◆ **RECORDS FOR PROCESSING**:
********
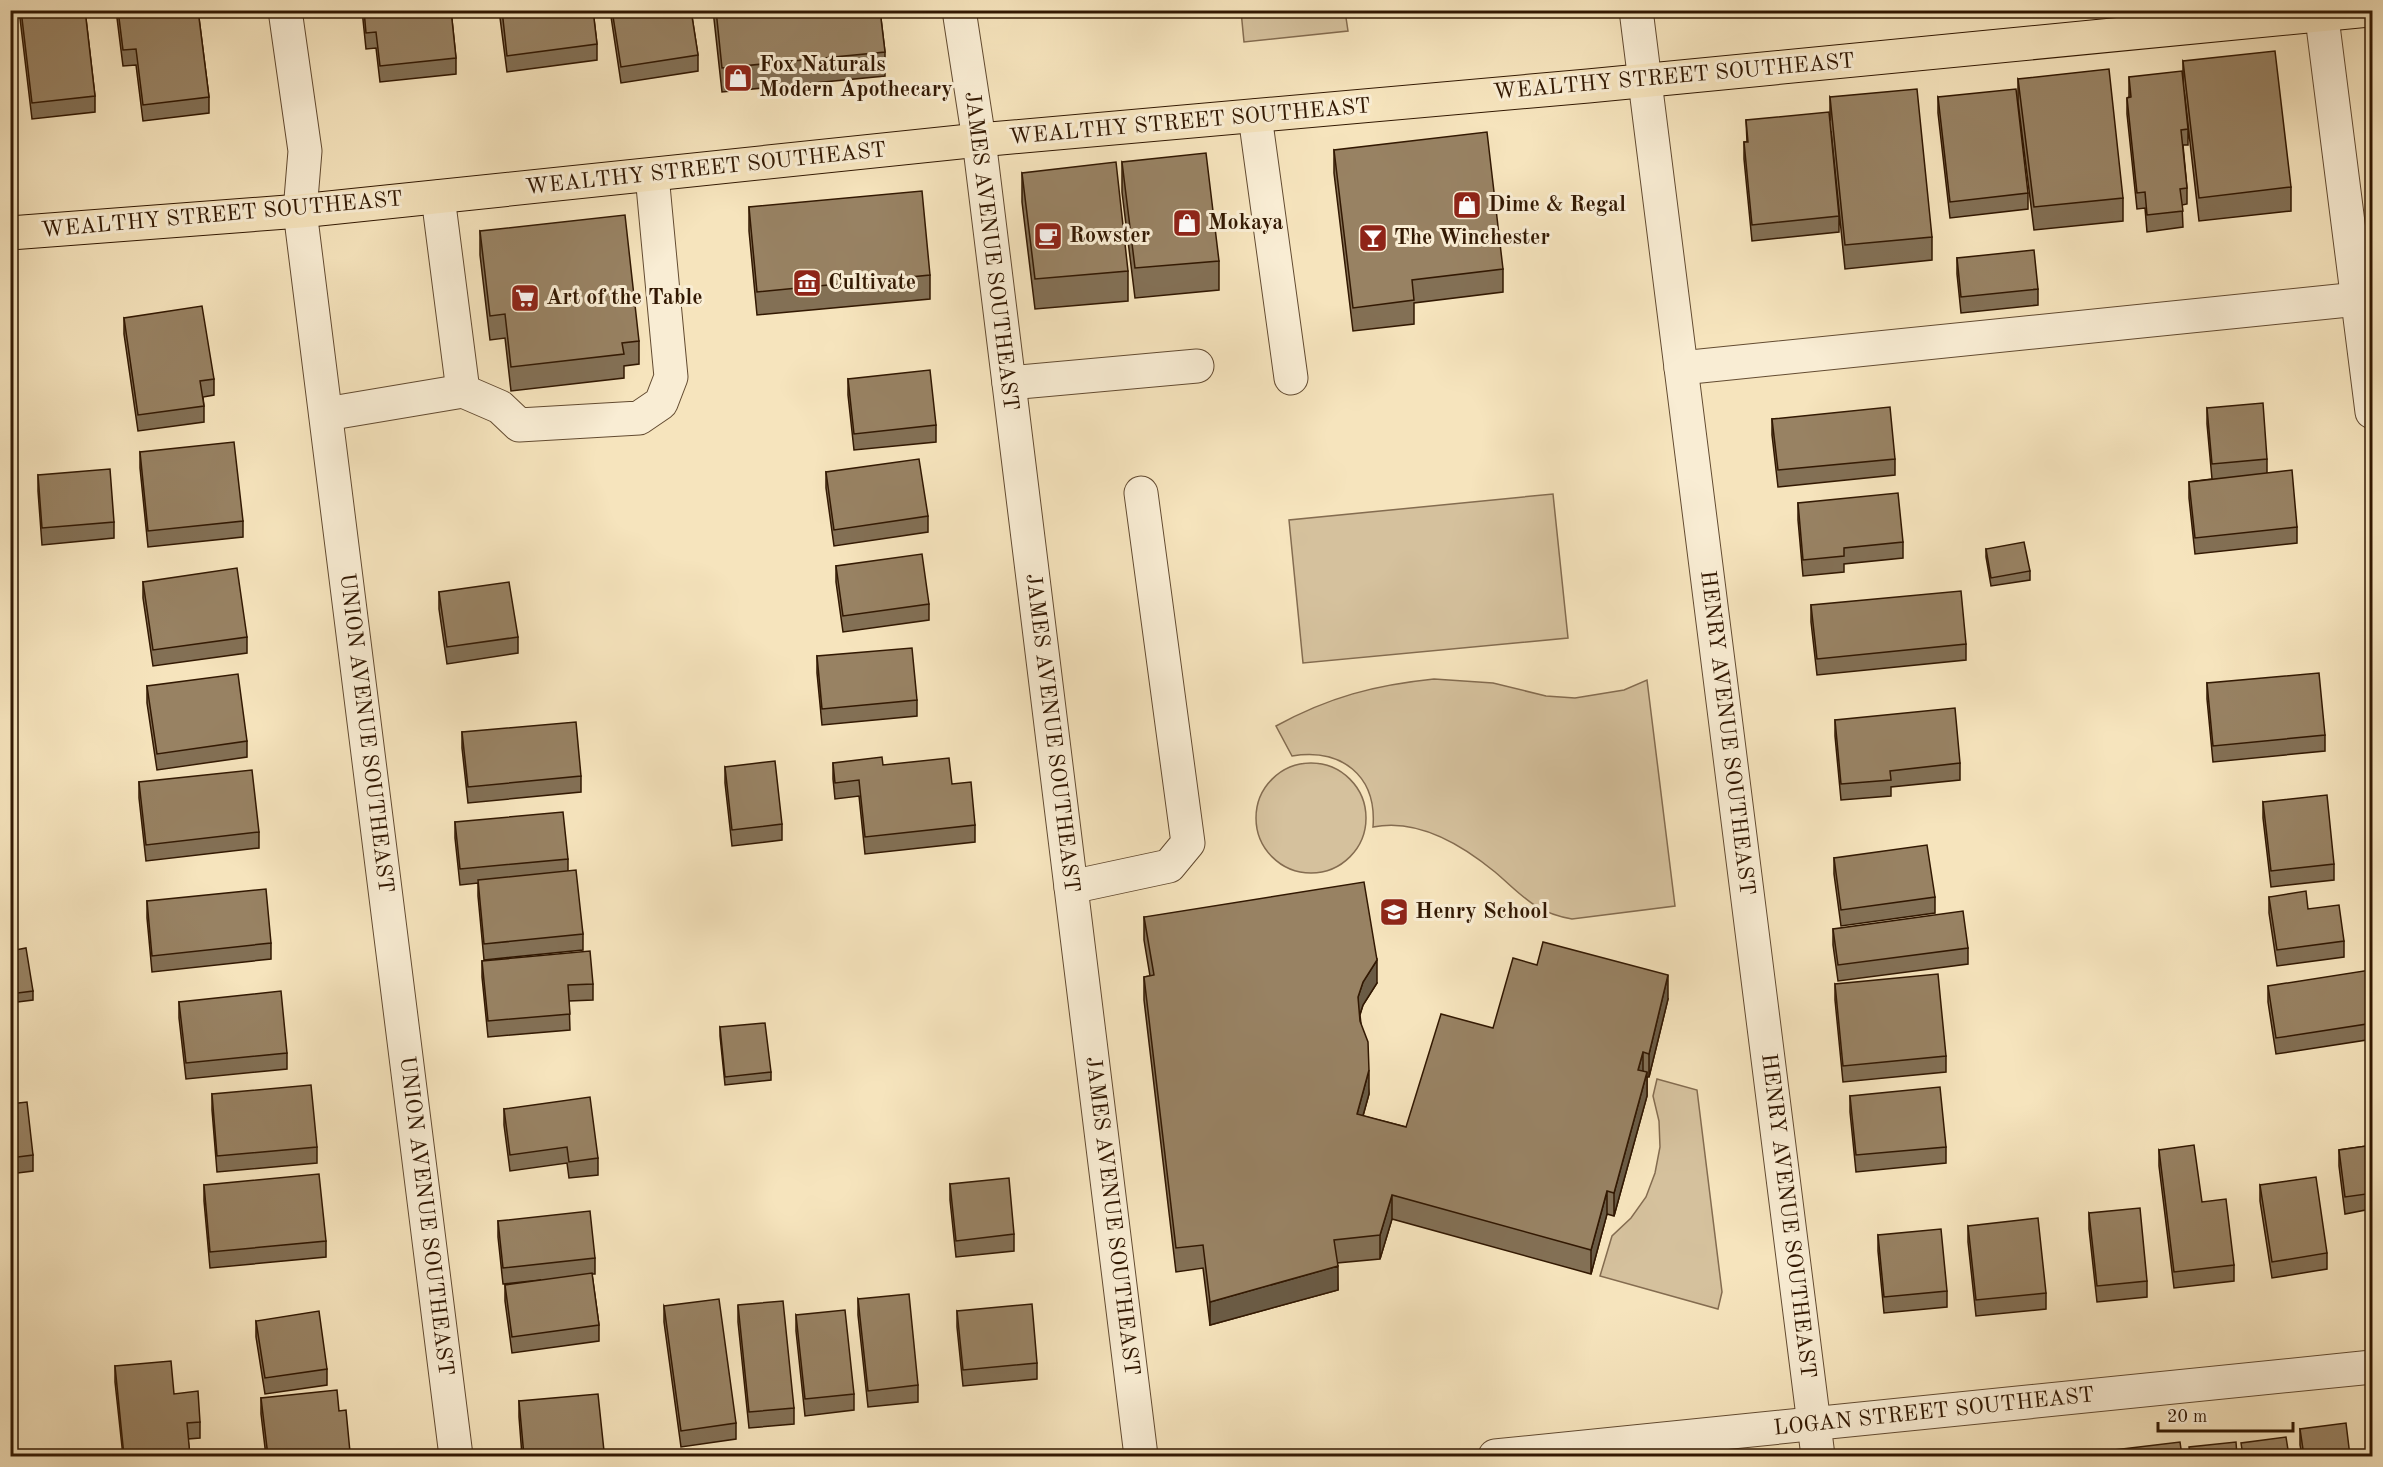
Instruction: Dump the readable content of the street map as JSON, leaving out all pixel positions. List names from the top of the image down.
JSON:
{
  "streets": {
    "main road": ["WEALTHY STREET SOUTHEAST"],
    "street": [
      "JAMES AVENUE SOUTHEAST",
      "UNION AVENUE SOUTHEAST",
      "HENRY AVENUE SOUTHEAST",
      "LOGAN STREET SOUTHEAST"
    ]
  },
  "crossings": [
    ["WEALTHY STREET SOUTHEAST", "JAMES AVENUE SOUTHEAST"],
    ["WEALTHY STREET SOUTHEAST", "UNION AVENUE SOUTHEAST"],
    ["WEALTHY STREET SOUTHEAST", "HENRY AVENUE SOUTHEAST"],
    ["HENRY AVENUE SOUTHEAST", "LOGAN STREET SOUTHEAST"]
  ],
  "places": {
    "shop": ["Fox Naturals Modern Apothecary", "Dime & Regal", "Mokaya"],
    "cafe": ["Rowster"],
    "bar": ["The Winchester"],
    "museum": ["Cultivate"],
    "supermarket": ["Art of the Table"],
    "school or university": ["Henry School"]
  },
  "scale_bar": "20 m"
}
********
◆ **WORK ORDER**:
In the entries above, find each line with the word "WEALTHY" and return it.

◆ **RESPONSE FOR THIS EXERCISE**:
    "main road": ["WEALTHY STREET SOUTHEAST"],
    ["WEALTHY STREET SOUTHEAST", "JAMES AVENUE SOUTHEAST"],
    ["WEALTHY STREET SOUTHEAST", "UNION AVENUE SOUTHEAST"],
    ["WEALTHY STREET SOUTHEAST", "HENRY AVENUE SOUTHEAST"],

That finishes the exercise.